William RutherfordFear lingers as worry of a double dip fades. What can the Federal Reserve do? The past quarter brought numerous gloomy headlines. The specter of a double-dip recession, a depression or inflation loomed.

Each day seemed to bring more negative news and reason for gloom. Not surprisingly, markets reacted, and after a strong July, equity markets dipped in August to an overall minus number for the year. It did not help that investors withdrew about $34 billion from equity mutual funds for the year and placed $32 billion into international and emerging market funds, or that the “flash crash” of May 6 caused many investors to wonder if they were playing with a stacked deck.

Job losses continued to mount last month with the unemployment rate hitting 9.6 percent. The Obama administration took solace in the fact that the private sector in August added 67,000 jobs – about one fourth of the number needed to provide jobs for new entrants into the workforce.
The question the market seems to be wrestling with is: Are we about to experience a “new normal” for growth in the U.S.?

Historically, on average, the U.S. economy has grown about 3 percent per year – also about the rate of inflation. Bonds have historically returned the rate of inflation plus 3 percent, for a total of 6 percent. Equities have historically returned about 9 percent.

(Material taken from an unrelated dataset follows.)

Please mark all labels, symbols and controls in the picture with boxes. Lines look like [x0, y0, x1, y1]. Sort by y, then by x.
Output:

As every investor knows, the last 10 years have been anything but normal, and the U.S. economy seems to be growing less than normal. Is this the “new normal”? Should we expect less than 3 percent growth, or even none? Is the structural growth rate of the U.S. economy lower now than historically? The answer has big implications for investors.

Both the equity and fixed-income markets seem to agree that the new rate of growth will be significantly lower. Based on cash flows, the U.S. equity markets have been significantly cheaper only three times before the present. The markets have concluded that the growth rate going forward is 2 percent or less. But what happens if the markets are wrong? The markets have a tendency to overreact. Are we indeed experiencing a “bond bubble”? What happens if the growth rate for the economy is greater than 2 percent? The bond market will crash and equities will rise. The catalyst for such a “return to the mean” could be the upcoming election.

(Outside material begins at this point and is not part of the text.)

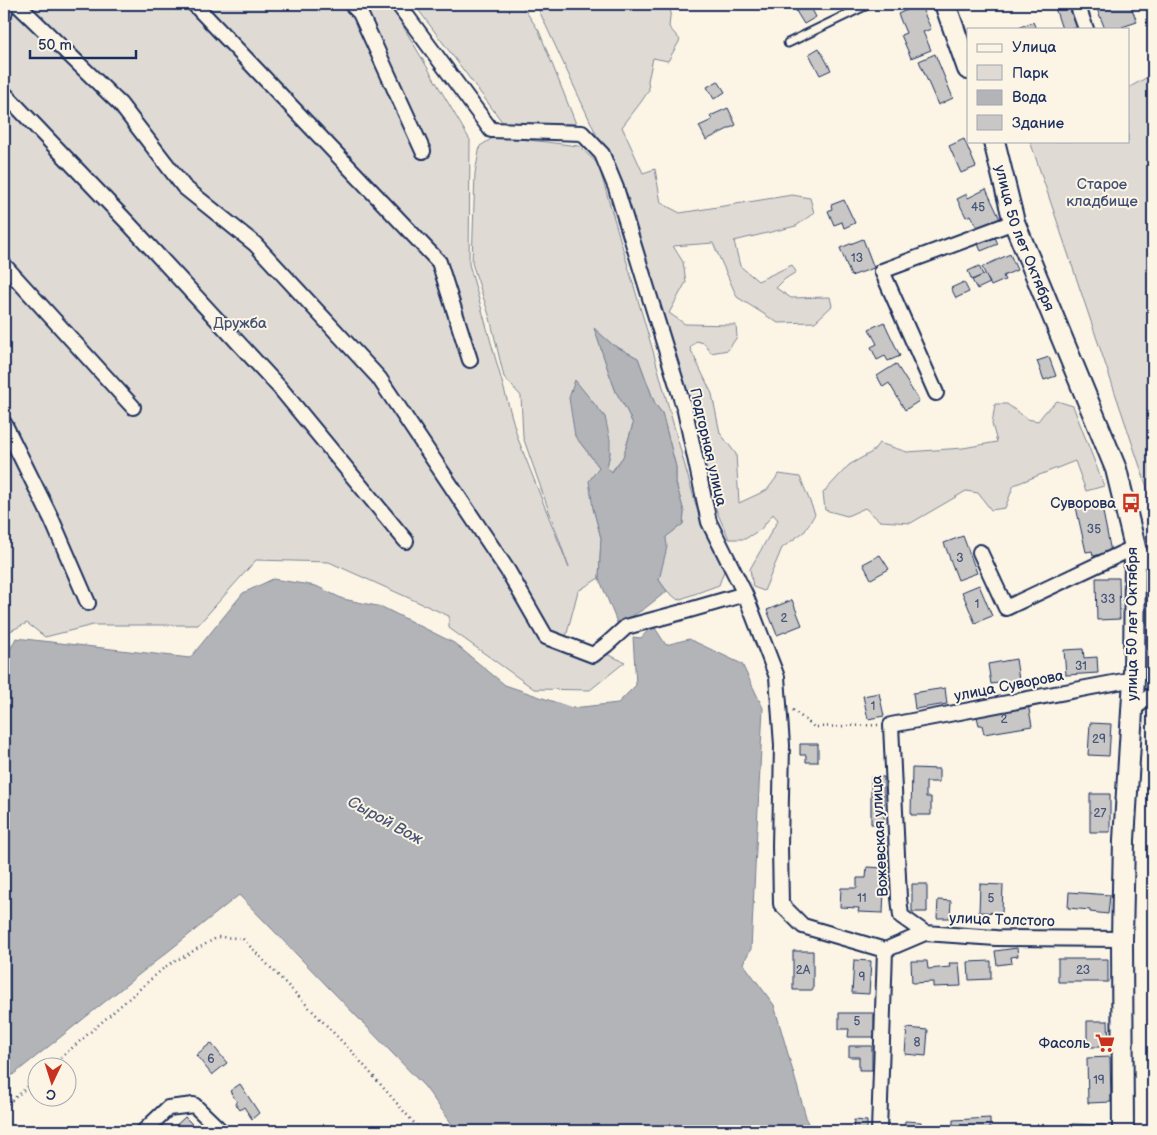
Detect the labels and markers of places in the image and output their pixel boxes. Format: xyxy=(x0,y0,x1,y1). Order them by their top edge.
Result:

There is a strong inverse relationship between government spending and economic growth. There are many reasons that support this notion such as more government leading to more regulation of the private sector and government spending providing no internal growth. If the upcoming elections form a Congress able to reduce the rate of government spending, then we might see a redeployment of capital from the fixed-income markets to the equity markets.

In 1994, a big shakeup in Congress led to a significant rally in equity markets. On the other hand, if the current expansion of U.S. government continues, we will likely see stronger bond markets and a repeat of the last two decades in Japan. However, government now provides 30 cents out of every $1 earned in the U.S. today; the prior peak was 28 cents in 1975, so any cutbacks will not come easily. The gloom and doom of the second quarter masked some positive trends in the U.S. economy. Demand growth posted its strongest quarterly rate since the recession began, and it has accelerated faster than the two previous recoveries. Income grew at a 3 percent rate, the fastest pace yet in this recovery, largely due to increased hours worked. Wages rose at a 3 percent rate and small business profits increased twice as fast.

The housing market is in a healing mode. The inventory of new homes has plunged in the last few years from 550,000 units to 200,000. A rough calculation indicates that the U.S. has shed some $50 billion in new home inventories over the past five quarters, with $510 billion remaining today. That suggests that the new housing inventory should settle by fall 2011. Because new homes typically make up about 67 percent of home inventory, with a six-month lead, this would suggest a drop in the inventory of existing homes.

Ben Bernanke describes the outlook for the U.S economy as “unusually uncertain.” With interest rates at .25 percent, what tools for growth does the Federal Reserve have? The Fed has pursued an unusually accommodative interest-rate policy for an extended time; however, the economy is still “uncertain.” Re-enter quantitative easing.

In March 2009, the Fed announced that it would buy long-term treasuries to push down interest rates further; this process was called quantitative easing. The idea is to put more money into circulation, forcing lower interest rates, and putting pressure on banks to lend. The Fed has already begun this process by increasing the money supply. It also has announced that it will use proceeds from repayments on its balance sheet to buy more Treasuries, but it could be more aggressive by simply
printing money, and we believe it will.

Furthermore, the Fed could reduce the amount it pays banks for money on deposit at the Fed to zero. Banks are quite willing to leave their trillions of dollars on deposit with the Fed for 25 basis points. The banks take no risk, but borrowers see no money. Perhaps a rate of zero or even a negative rate, a charge for deposits, would flush out some money.

Things are not as bleak as they seem. The economy is healing slowly. We do not face the threat of inflation. The Fed will move to block deflation. If we can get Washington to get out of the way, we might just see some growth.